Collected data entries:
======
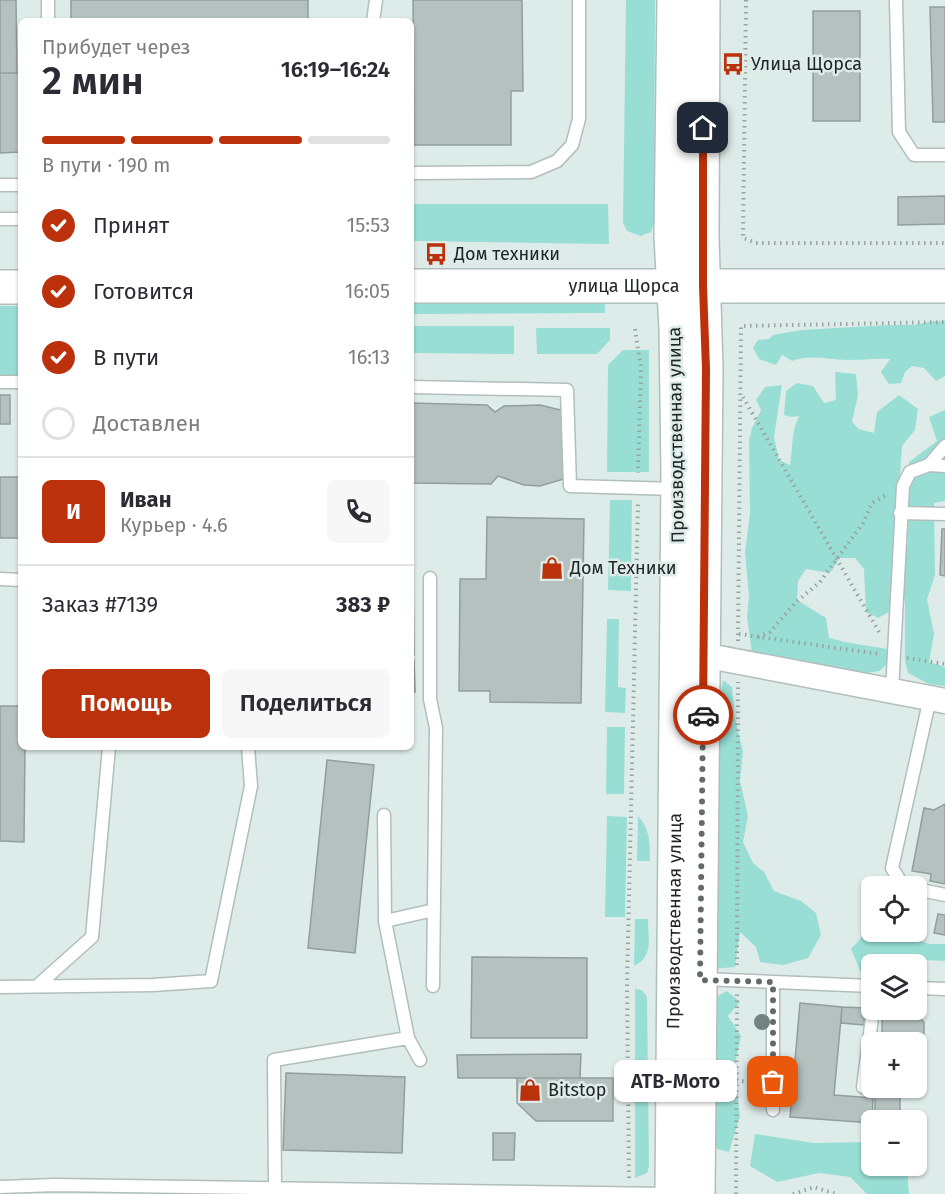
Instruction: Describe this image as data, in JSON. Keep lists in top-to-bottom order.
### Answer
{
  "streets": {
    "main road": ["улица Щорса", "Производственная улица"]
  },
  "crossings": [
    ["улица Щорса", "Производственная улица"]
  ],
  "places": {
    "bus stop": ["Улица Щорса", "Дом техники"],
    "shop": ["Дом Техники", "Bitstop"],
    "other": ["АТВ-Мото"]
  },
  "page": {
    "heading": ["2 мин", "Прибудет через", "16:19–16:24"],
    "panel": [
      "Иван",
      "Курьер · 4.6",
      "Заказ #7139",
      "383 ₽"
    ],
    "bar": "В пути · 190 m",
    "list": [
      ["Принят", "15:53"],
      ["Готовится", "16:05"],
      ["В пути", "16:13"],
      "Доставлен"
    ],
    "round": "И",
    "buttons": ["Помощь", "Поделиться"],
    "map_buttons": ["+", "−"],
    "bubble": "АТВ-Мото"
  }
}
======
Task brief:
When a line of the records includes "Щорса", that line belongs in the answer.

Task solution:
    "main road": ["улица Щорса", "Производственная улица"]
    ["улица Щорса", "Производственная улица"]
    "bus stop": ["Улица Щорса", "Дом техники"],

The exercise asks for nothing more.